Ainsi, elle juge que – dans un contexte de recrudescence des infections invasives à streptocoques A en Europe – la délivrance et la prescription d’ibuprofène, de kétoprofène et de fénoprofène pour la fièvre et/ou la douleur non rhumatologique est une pratique particulièrement à risque, même sur une courte durée, et même en cas d’association à un antibiotique.

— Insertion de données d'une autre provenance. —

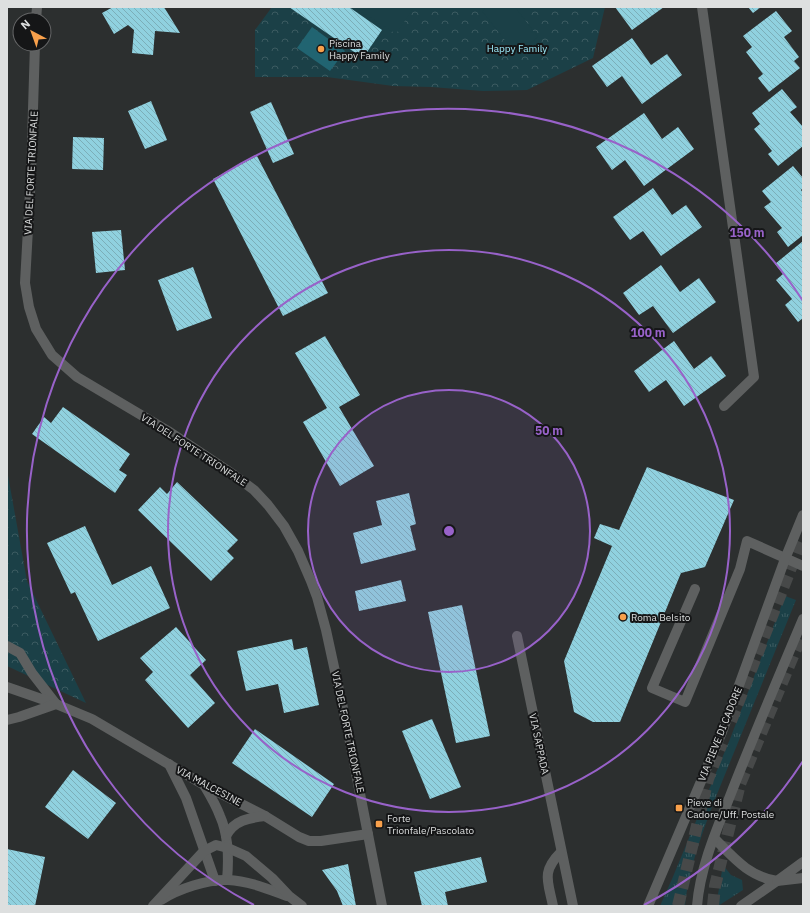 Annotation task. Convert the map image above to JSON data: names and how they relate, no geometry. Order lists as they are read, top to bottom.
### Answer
{
  "streets": {
    "street": [
      "VIA DEL FORTE TRIONFALE",
      "VIA PIEVE DI CADORE",
      "VIA SAPPADA",
      "VIA MALCESINE"
    ]
  },
  "crossings": [
    ["VIA DEL FORTE TRIONFALE", "VIA MALCESINE"]
  ],
  "parks": ["Happy Family"],
  "places": {
    "other": ["Piscina Happy Family", "Roma Belsito"],
    "transit": ["Pieve di Cadore/Uff. Postale", "Forte Trionfale/Pascolato"]
  },
  "north": "top left",
  "rings": ["150 m", "100 m", "50 m"]
}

Enfin, compte tenu de la mise en place des tests rapides d’orientation diagnostique (TROD) en pharmacie et de la délivrance possible d’antibiotiques directement par les pharmaciens sans prescription (en cas d’angine ou de cystite), la SFPT estime que ces informations devraient être connues du plus grand nombre.
Recos de l’ANSM
À la suite de ce rapport de pharmacovigilance, l’ANSM a élaboré des recos pour les praticiens et les patients :
⇒ Privilégiez l’utilisation du paracétamol en cas de douleur et/ou de fièvre, notamment dans un contexte d’infection courante comme une angine, une rhinopharyngite, une otite, une toux, une infection pulmonaire, une infection dentaire, une lésion cutanée ou la varicelle.
⇒ Pour un bon usage des AINS en cas de douleur et/ou fièvre :
- Prescrire et utiliser les AINS à la dose la plus faible possible et sur la durée la plus courte possible (3 jours si fièvre, 5 jours si douleurs).
- Arrêter le traitement dès la disparition des symptômes.
- Ne pas prendre en même temps un autre AINS.
- Éviter les AINS en cas de varicelle.
- Si vous êtes traité au long cours par un AINS, par exemple pour une pathologie rhumatismale, n’arrêtez pas votre traitement et rapprochez-vous de votre médecin si vous avez des doutes, notamment en cas de fièvre.
- Tous les AINS sont contre-indiqués à partir du début du 6e mois de grossesse et leur utilisation doit se faire avec précaution avant cette période.
ANSM. Anti-inflammatoires non stéroïdiens (AINS) et complications infectieuses graves. 28 avril 2023.
ANSM. Comité scientifique permanent de surveillance et pharmacovigilance. Formation restreinte expertise et bon usage. 30 janvier 2024.
CRPV de Tours, CRPV de Marseille. Enquête relative aux infections bactériennes graves rapportées avec l’ibuprofène ou le kétoprofène. 17 avril 2019.